## PROBLEM STATEMENT:
Using the entries that follow, establish how many lines contain the word "linear" and give only that figure.
'''
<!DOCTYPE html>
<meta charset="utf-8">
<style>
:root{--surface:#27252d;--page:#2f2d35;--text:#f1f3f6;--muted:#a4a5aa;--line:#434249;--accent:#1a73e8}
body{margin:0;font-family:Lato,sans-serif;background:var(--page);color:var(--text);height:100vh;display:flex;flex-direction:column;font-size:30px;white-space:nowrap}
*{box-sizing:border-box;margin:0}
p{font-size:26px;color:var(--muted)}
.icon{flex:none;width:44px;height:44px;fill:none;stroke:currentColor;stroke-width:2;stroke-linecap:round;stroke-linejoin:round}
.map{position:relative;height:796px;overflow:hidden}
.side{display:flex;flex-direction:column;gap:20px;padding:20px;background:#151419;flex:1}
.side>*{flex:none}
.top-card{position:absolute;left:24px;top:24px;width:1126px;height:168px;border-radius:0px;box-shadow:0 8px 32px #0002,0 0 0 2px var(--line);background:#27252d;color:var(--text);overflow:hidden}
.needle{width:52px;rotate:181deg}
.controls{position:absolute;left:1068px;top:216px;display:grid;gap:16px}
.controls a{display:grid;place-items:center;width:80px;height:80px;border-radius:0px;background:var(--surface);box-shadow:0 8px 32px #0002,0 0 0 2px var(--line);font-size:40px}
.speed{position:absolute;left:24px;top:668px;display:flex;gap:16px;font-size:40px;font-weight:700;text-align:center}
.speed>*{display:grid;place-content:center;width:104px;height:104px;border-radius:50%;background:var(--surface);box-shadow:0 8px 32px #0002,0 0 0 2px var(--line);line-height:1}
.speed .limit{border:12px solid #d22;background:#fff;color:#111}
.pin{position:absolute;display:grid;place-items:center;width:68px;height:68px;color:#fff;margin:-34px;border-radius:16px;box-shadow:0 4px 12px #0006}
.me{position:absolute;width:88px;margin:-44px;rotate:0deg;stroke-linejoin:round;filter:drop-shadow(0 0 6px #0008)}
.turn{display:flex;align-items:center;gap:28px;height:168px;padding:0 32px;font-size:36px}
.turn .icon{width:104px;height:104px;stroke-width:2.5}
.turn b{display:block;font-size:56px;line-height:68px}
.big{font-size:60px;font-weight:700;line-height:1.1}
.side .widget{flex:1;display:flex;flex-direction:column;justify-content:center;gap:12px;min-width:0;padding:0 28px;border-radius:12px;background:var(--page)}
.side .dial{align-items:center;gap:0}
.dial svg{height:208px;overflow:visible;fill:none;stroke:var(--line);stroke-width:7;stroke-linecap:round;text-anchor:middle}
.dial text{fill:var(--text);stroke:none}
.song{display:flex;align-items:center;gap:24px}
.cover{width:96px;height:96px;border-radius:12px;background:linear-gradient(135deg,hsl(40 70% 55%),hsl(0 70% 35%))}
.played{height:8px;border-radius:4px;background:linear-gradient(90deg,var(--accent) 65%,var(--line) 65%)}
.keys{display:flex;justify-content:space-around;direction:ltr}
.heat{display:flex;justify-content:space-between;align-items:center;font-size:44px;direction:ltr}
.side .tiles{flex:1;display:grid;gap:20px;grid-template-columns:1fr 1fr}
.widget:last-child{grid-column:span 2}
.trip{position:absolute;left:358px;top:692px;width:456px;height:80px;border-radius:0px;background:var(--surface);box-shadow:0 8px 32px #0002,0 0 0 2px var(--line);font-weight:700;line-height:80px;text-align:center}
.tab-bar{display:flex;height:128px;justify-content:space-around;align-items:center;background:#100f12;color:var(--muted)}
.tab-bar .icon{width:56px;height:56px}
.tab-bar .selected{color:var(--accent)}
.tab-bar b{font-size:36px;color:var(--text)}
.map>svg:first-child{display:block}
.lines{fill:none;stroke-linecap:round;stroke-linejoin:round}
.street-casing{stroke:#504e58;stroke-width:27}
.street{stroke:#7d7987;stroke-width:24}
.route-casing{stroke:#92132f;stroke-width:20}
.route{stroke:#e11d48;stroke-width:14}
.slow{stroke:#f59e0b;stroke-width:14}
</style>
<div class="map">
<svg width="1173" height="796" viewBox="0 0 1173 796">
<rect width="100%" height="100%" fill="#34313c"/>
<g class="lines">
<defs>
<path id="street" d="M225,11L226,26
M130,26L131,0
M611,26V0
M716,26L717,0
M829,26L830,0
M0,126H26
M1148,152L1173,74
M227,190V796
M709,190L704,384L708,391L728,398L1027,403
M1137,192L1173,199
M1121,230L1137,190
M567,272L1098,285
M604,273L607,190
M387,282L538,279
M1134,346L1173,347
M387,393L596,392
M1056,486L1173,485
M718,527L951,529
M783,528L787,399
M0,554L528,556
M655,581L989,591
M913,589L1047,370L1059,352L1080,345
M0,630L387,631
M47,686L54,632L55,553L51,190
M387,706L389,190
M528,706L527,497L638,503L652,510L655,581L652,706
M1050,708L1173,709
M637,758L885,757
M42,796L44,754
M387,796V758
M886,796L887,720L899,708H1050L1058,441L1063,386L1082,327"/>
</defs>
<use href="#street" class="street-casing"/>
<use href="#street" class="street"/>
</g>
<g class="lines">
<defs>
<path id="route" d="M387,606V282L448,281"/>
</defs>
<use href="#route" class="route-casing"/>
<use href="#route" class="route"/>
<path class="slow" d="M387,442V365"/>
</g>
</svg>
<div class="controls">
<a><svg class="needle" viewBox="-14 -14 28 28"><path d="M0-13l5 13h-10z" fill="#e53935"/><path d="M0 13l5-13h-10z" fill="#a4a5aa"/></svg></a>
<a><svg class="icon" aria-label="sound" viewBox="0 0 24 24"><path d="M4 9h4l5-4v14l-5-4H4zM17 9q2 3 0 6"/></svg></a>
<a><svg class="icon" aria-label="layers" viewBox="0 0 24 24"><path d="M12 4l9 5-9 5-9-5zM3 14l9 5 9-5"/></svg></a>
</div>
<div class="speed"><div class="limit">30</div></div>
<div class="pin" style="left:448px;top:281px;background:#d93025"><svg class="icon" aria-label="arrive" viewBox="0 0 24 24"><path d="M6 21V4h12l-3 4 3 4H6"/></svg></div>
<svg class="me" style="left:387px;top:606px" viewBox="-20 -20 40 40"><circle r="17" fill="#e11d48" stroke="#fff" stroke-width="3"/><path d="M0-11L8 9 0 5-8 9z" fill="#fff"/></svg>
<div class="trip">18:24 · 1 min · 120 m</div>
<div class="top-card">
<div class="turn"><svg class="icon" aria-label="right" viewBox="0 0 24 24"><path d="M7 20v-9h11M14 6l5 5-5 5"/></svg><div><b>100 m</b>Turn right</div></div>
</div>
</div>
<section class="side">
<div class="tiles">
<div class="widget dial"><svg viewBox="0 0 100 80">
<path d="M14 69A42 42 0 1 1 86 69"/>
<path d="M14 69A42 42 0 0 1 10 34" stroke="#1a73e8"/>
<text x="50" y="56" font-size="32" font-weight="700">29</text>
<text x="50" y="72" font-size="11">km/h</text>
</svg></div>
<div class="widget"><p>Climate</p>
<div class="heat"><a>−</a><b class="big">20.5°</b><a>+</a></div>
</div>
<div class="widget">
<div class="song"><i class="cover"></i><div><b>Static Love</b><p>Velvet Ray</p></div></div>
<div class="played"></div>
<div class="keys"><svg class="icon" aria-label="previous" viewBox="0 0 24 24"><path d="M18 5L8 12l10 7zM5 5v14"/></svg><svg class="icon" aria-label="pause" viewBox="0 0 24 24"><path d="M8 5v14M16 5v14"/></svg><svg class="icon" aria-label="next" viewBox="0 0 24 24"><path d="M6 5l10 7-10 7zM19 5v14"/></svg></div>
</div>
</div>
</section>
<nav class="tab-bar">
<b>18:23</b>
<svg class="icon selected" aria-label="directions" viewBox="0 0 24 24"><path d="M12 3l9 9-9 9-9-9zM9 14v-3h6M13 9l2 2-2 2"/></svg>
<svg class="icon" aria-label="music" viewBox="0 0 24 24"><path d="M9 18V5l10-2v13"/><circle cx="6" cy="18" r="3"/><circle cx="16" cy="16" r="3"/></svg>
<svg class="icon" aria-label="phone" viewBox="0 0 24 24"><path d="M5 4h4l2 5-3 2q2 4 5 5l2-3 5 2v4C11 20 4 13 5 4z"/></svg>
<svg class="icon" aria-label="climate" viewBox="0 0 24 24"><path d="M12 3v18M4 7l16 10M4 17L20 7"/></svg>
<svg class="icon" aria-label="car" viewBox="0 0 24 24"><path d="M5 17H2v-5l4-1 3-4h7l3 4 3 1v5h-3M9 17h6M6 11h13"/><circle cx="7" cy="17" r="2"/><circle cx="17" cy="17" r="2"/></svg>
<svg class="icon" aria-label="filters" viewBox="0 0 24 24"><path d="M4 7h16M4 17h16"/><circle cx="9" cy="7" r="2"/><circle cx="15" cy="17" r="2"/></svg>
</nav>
'''
## ANSWER SPACE:
2